* **About this exercise**
Copy the data below in full, exactly as it appears.

* **Data excerpt**

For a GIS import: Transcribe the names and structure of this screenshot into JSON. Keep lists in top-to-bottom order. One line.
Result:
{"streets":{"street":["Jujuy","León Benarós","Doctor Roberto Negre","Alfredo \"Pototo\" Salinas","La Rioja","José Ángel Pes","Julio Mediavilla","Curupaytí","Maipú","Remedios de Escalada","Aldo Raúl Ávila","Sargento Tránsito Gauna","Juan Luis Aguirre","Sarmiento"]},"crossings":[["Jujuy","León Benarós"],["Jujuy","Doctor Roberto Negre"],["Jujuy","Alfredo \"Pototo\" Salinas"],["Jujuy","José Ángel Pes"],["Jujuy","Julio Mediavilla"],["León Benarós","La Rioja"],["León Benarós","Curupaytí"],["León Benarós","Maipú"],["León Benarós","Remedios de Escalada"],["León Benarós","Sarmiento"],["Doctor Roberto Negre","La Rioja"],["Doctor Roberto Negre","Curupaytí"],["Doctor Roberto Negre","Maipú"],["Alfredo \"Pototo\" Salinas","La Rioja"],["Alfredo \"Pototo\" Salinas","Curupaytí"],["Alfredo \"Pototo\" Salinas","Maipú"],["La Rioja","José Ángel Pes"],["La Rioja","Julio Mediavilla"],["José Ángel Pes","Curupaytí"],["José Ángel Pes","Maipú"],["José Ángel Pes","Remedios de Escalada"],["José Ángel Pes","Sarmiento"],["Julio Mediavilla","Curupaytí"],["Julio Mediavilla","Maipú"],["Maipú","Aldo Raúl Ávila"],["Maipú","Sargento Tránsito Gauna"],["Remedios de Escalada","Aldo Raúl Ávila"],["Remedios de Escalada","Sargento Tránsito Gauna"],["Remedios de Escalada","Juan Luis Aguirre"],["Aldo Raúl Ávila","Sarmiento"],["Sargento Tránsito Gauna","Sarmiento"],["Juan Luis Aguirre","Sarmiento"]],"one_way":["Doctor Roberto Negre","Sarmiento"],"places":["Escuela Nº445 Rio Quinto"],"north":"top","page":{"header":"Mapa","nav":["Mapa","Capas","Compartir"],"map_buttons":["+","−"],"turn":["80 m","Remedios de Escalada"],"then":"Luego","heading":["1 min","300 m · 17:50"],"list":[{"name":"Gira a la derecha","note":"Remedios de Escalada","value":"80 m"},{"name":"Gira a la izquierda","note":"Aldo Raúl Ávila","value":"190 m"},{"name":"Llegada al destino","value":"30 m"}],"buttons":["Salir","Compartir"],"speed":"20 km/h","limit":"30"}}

* **Answer box**
For a GIS import: Transcribe the names and structure of this screenshot into JSON. Keep lists in top-to-bottom order. One line.
Result:
{"streets":{"street":["Jujuy","León Benarós","Doctor Roberto Negre","Alfredo \"Pototo\" Salinas","La Rioja","José Ángel Pes","Julio Mediavilla","Curupaytí","Maipú","Remedios de Escalada","Aldo Raúl Ávila","Sargento Tránsito Gauna","Juan Luis Aguirre","Sarmiento"]},"crossings":[["Jujuy","León Benarós"],["Jujuy","Doctor Roberto Negre"],["Jujuy","Alfredo \"Pototo\" Salinas"],["Jujuy","José Ángel Pes"],["Jujuy","Julio Mediavilla"],["León Benarós","La Rioja"],["León Benarós","Curupaytí"],["León Benarós","Maipú"],["León Benarós","Remedios de Escalada"],["León Benarós","Sarmiento"],["Doctor Roberto Negre","La Rioja"],["Doctor Roberto Negre","Curupaytí"],["Doctor Roberto Negre","Maipú"],["Alfredo \"Pototo\" Salinas","La Rioja"],["Alfredo \"Pototo\" Salinas","Curupaytí"],["Alfredo \"Pototo\" Salinas","Maipú"],["La Rioja","José Ángel Pes"],["La Rioja","Julio Mediavilla"],["José Ángel Pes","Curupaytí"],["José Ángel Pes","Maipú"],["José Ángel Pes","Remedios de Escalada"],["José Ángel Pes","Sarmiento"],["Julio Mediavilla","Curupaytí"],["Julio Mediavilla","Maipú"],["Maipú","Aldo Raúl Ávila"],["Maipú","Sargento Tránsito Gauna"],["Remedios de Escalada","Aldo Raúl Ávila"],["Remedios de Escalada","Sargento Tránsito Gauna"],["Remedios de Escalada","Juan Luis Aguirre"],["Aldo Raúl Ávila","Sarmiento"],["Sargento Tránsito Gauna","Sarmiento"],["Juan Luis Aguirre","Sarmiento"]],"one_way":["Doctor Roberto Negre","Sarmiento"],"places":["Escuela Nº445 Rio Quinto"],"north":"top","page":{"header":"Mapa","nav":["Mapa","Capas","Compartir"],"map_buttons":["+","−"],"turn":["80 m","Remedios de Escalada"],"then":"Luego","heading":["1 min","300 m · 17:50"],"list":[{"name":"Gira a la derecha","note":"Remedios de Escalada","value":"80 m"},{"name":"Gira a la izquierda","note":"Aldo Raúl Ávila","value":"190 m"},{"name":"Llegada al destino","value":"30 m"}],"buttons":["Salir","Compartir"],"speed":"20 km/h","limit":"30"}}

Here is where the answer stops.